Input data -
--- START ---

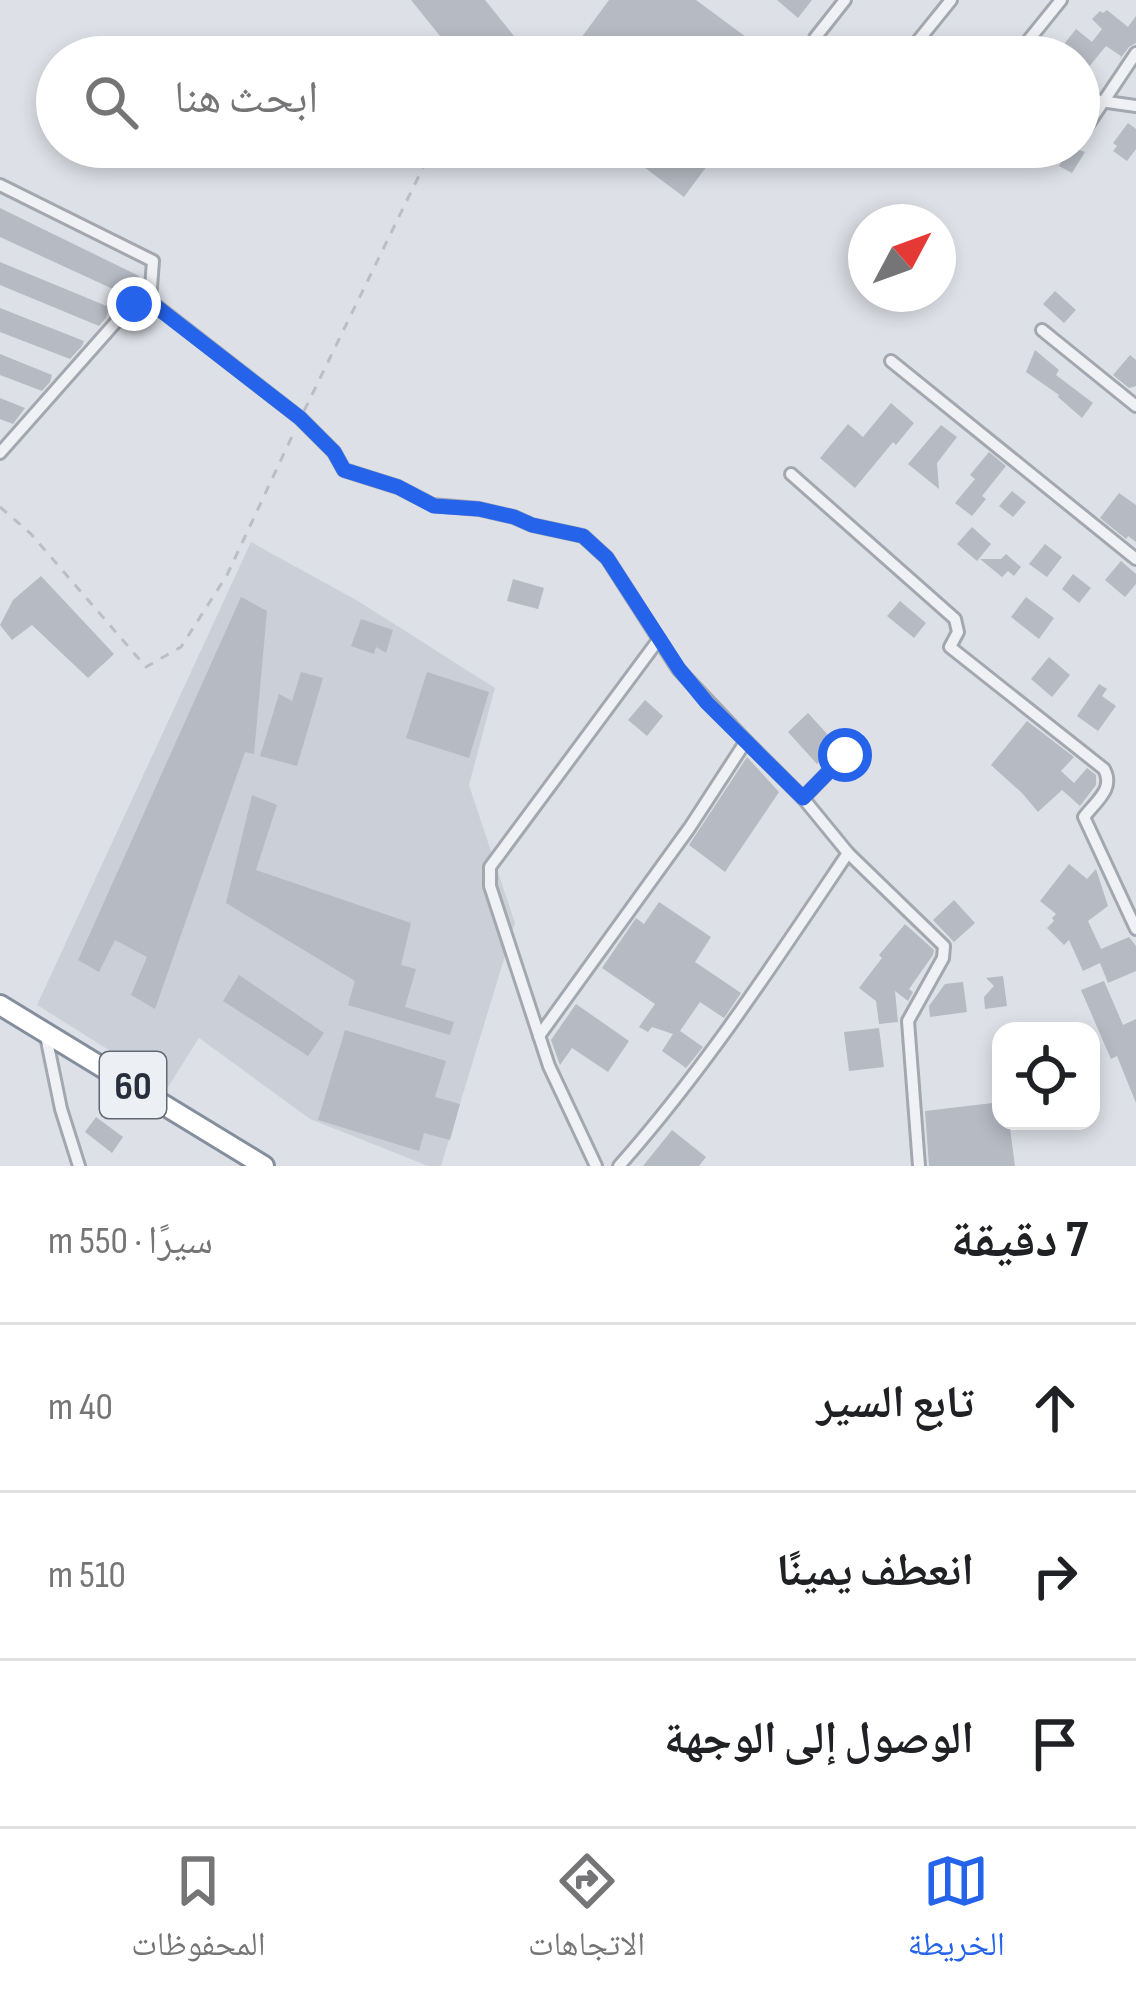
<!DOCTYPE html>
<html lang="ar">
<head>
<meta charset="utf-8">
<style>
  :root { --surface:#fff; --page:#f2f2f2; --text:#202124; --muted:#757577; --line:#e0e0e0; --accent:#2563eb }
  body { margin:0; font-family:"Sofia Sans Condensed","Noto Naskh Arabic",sans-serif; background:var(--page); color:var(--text); direction:rtl }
  .controls { position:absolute; right:36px; bottom:36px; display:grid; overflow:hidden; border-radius:24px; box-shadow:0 6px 18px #0003 }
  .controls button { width:108px; height:108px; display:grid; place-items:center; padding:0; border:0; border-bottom:3px solid var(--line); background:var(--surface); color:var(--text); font:60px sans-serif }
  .compass { position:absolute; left:848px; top:204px; width:108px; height:108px; border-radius:50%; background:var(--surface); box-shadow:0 6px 18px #0003; rotate:49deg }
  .stop { position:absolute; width:36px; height:36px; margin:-27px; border:9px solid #2563eb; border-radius:50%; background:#fff }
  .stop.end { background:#2563eb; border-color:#fff; box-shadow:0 3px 12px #0008 }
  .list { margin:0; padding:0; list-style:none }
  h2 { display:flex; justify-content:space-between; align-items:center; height:156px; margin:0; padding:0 48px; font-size:51px }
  h2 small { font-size:39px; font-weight:400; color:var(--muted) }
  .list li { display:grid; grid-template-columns:78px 1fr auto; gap:36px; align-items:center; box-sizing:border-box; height:168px; padding:0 48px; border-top:3px solid var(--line) }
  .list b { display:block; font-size:45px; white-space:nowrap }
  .list em { font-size:39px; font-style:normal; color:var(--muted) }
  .icon { flex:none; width:66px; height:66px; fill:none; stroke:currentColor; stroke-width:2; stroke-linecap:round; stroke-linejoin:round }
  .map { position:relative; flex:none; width:1136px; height:1166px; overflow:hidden; direction:ltr }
  .search { position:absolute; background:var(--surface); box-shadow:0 6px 18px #0003; left:36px; right:36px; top:36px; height:132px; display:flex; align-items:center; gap:30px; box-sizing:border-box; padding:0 42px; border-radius:66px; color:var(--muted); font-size:45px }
  .sheet { height:660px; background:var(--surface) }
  nav { display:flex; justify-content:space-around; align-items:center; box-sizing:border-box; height:168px; border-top:3px solid var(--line); background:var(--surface); font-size:33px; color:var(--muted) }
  nav a { display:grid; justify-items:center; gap:6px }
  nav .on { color:var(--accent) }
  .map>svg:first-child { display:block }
</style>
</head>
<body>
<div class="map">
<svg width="1136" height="1166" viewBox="0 0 1136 1166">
  <rect width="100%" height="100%" fill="#dde1e7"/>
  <path fill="#cbd0d8" d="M251,542L358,601L495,688L469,785L515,923L441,1166H428L310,1119L199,1038L168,1087L37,1005Z"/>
  <g fill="#b5bac3">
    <path d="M411,0H485L522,46L508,57H457Z"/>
    <path d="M609,0H696L773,57H567Z"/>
    <path d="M777,0H812L798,18Z"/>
    <path d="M1107,10L1128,27L1136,16V43L1129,47L1120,59L1121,56L1106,46L1079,79V57H1054L1076,29L1092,42L1102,29L1092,19L1100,11L1103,13Z"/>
    <path d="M989,39L1007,52L1005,57H975Z"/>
    <path d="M1128,123L1136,129V149L1127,161L1113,151L1117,146L1113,143Z"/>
    <path d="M617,147H721L684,197Z"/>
    <path d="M1071,147L1085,152L1072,173L1059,166Z"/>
    <path d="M0,208L139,276L134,294L128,296L0,237Z"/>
    <path d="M0,262L109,307L106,318L99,326L0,285Z"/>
    <path d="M1055,291L1076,310L1064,323L1043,304Z"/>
    <path d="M0,308L84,341L82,346L70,359L0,332Z"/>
    <path d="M1035,350L1059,370L1056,375L1093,403L1082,418L1058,397L1059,395L1026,372Z"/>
    <path d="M0,354L52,375L50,382L42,391L0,375Z"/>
    <path d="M1130,355L1136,360V386L1129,388L1113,375Z"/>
    <path d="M0,398L25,408L13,424L0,419Z"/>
    <path d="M891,403L914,423L896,445L893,442L855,488L820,458L848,424L863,437Z"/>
    <path d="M941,425L957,437L937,463L939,489L908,464Z"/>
    <path d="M989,452L1006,466L982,496L986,499L972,516L955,503L975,479L970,475Z"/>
    <path d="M1012,491L1026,502L1013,517L999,506Z"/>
    <path d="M1119,493L1136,505V542L1128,536L1126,539L1100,518Z"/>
    <path d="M972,527L991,544L977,561L957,544Z"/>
    <path d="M1045,544L1062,557L1047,577L1029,564Z"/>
    <path d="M1006,554L1021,567L1014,576L1008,571L1002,577L980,559H1001Z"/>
    <path d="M1121,561L1136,574V584L1125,597L1105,580Z"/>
    <path d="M1073,574L1091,588L1079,603L1062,589Z"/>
    <path d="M41,576L114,654L88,678L32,625L12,640L0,625L13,600Z"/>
    <path d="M513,579L544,588L538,609L507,601Z"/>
    <path d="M241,597L267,611L254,754L245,752L155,1009L131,995L147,957L115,940L99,972L78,960Z"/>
    <path d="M1026,597L1054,618L1039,639L1011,617Z"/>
    <path d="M900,601L926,623L914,638L887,616Z"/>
    <path d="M361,619L393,630L386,653L376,647L374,654L351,646Z"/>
    <path d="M1049,657L1070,675L1052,697L1031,679Z"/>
    <path d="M301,672L323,678L297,766L260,756L279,694L292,701Z"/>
    <path d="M427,672L489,692L469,758L406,738Z"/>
    <path d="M1099,684L1107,689L1102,696L1116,706L1098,731L1077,716Z"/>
    <path d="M645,700L663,716L647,736L628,720Z"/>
    <path d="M808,713L838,746L817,764L788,732Z"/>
    <path d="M1027,721L1074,757L1061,771L1074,783L1087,768L1096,775V785L1080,806L1062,790L1038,812L1022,793L991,765Z"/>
    <path d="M747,757L779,792L725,872L689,845Z"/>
    <path d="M252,795L277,805L256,870L411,923L401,965L416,969L405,1007L454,1022L450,1035L348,1005L355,981L226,903Z"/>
    <path d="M1069,864L1087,879L1096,869L1108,906L1088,921L1101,949L1129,937L1136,946V971L1108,983L1100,963L1083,971L1069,940L1064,945L1047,928L1054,921L1052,918L1056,914L1040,901Z"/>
    <path d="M954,900L975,923L954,942L933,920Z"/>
    <path d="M659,902L711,937L695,962L741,993L724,1018L700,1002L680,1031L703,1047L686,1068L662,1051L673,1034L652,1027L648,1032L639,1027L655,1004L602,968L636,918L644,924Z"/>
    <path d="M905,924L934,950L933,955L909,989L913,992L908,1001L895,991L898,1022L879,1024L876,1001L859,988L882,958L879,955Z"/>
    <path d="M239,975L324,1033L308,1056L223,1001Z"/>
    <path d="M1003,976L1007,1006L985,1009L984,997L994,986L986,978Z"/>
    <path d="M1104,981L1123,1025L1136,1019V1103L1117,1056L1111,1059L1081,990Z"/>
    <path d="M963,982L967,1012L930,1017L929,1006L945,984Z"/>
    <path d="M576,1004L629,1041L608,1072L572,1048L560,1065L551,1040Z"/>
    <path d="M879,1028L884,1067L849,1071L844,1032Z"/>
    <path d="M345,1030L446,1061L435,1097L460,1104L450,1140L424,1133L419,1151L318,1120Z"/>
    <path d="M1001,1102V1121H1009L1015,1166H929L925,1111Z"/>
    <path d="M96,1117L123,1137L112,1153L85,1132Z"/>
    <path d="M672,1130L706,1157L699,1166H643Z"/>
  </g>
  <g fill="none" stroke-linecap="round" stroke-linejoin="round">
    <g stroke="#a3a8b0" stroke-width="16">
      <g id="minor">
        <path d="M815,38L845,0"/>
        <path d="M905,57L951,0"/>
        <path d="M1015,57L1061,0"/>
        <path d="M1079,98L1136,106"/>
        <path d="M1079,138L1136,53"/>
        <path d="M0,185L153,261L150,301L300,418L334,452L344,470L398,487L433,505L479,509L514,517L532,525L583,536L607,558L678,669L746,741L690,827L539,1036"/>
        <path d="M1042,330L1136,406"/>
        <path d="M891,361L1136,559"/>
        <path d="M0,453L115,323L134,304L150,301"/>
        <path d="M791,474L955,619L958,632L950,647L1104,769C1115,789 1096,801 1084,817L1136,929"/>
        <path d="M746,741L803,798L848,853L944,946L943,958L908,1021L919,1166"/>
        <path d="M803,798L845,755"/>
        <path d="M46,1036L61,1109L79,1166"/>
        <path d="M596,1166L549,1066L490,886V867L659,639"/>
        <path d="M619,1166C705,1069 776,960 848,853"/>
      </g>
    </g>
    <g stroke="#858e9c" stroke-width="24">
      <path id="trunk" d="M0,1005L264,1166"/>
    </g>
    <g stroke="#bcbec5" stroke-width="3" stroke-dasharray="9 9" stroke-linecap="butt">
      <path d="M304,411L433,147"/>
      <path d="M0,507L31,534L146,667L181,647L227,575L295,430"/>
    </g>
    <use href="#minor" stroke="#f0f1f5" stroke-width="10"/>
    <use href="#trunk" stroke="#fff" stroke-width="18"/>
  </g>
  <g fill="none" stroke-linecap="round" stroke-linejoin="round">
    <path stroke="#2563eb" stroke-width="15" d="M134,304L150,302L300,418L334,452L344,470L398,487L434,506L479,509L514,517L532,525L583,536L607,558L679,669L707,703L803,798L845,755"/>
  </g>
  <g text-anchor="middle" stroke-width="12" stroke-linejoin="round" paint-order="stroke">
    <rect fill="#ecf0f4" stroke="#626873" stroke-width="3" x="100" y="1052" width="66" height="66" rx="9"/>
    <g font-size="39" font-weight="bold" fill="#272e3c">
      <text x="133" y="1099">60</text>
    </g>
  </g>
</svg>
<div class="controls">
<button><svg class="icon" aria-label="locate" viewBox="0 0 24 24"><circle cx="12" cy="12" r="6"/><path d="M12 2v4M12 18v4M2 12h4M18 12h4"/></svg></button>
</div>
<svg class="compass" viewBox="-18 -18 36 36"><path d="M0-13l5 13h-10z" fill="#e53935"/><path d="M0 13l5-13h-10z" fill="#757577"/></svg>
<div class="stop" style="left:845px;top:755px"></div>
<div class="stop end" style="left:134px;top:304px"></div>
<div class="search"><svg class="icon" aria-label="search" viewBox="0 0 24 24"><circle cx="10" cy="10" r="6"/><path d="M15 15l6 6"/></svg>ابحث هنا</div>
</div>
<section class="sheet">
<h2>7 دقيقة<small>سيرًا · 550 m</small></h2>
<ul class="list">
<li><svg class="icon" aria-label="ahead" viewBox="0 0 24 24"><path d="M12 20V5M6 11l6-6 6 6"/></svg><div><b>تابع السير</b></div><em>40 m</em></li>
<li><svg class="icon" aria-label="right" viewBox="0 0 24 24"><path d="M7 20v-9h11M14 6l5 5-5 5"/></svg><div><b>انعطف يمينًا</b></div><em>510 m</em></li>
<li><svg class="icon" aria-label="arrive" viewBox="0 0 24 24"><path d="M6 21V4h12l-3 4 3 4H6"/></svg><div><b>الوصول إلى الوجهة</b></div></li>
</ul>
</section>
<nav>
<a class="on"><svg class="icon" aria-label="map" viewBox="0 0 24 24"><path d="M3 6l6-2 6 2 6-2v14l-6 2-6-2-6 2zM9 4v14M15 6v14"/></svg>الخريطة</a>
<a><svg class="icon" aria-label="directions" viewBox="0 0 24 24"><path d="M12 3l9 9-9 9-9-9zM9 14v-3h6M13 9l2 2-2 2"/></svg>الاتجاهات</a>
<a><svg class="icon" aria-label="saved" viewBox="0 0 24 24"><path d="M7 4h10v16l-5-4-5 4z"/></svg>المحفوظات</a>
</nav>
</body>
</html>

--- END ---

Assignment -
With every picture omitted, write out the material exactly from its first line through the line containing "display:grid; grid-template-columns:78px 1fr".

Response to this exercise -
<!DOCTYPE html>
<html lang="ar">
<head>
<meta charset="utf-8">
<style>
  :root { --surface:#fff; --page:#f2f2f2; --text:#202124; --muted:#757577; --line:#e0e0e0; --accent:#2563eb }
  body { margin:0; font-family:"Sofia Sans Condensed","Noto Naskh Arabic",sans-serif; background:var(--page); color:var(--text); direction:rtl }
  .controls { position:absolute; right:36px; bottom:36px; display:grid; overflow:hidden; border-radius:24px; box-shadow:0 6px 18px #0003 }
  .controls button { width:108px; height:108px; display:grid; place-items:center; padding:0; border:0; border-bottom:3px solid var(--line); background:var(--surface); color:var(--text); font:60px sans-serif }
  .compass { position:absolute; left:848px; top:204px; width:108px; height:108px; border-radius:50%; background:var(--surface); box-shadow:0 6px 18px #0003; rotate:49deg }
  .stop { position:absolute; width:36px; height:36px; margin:-27px; border:9px solid #2563eb; border-radius:50%; background:#fff }
  .stop.end { background:#2563eb; border-color:#fff; box-shadow:0 3px 12px #0008 }
  .list { margin:0; padding:0; list-style:none }
  h2 { display:flex; justify-content:space-between; align-items:center; height:156px; margin:0; padding:0 48px; font-size:51px }
  h2 small { font-size:39px; font-weight:400; color:var(--muted) }
  .list li { display:grid; grid-template-columns:78px 1fr auto; gap:36px; align-items:center; box-sizing:border-box; height:168px; padding:0 48px; border-top:3px solid var(--line) }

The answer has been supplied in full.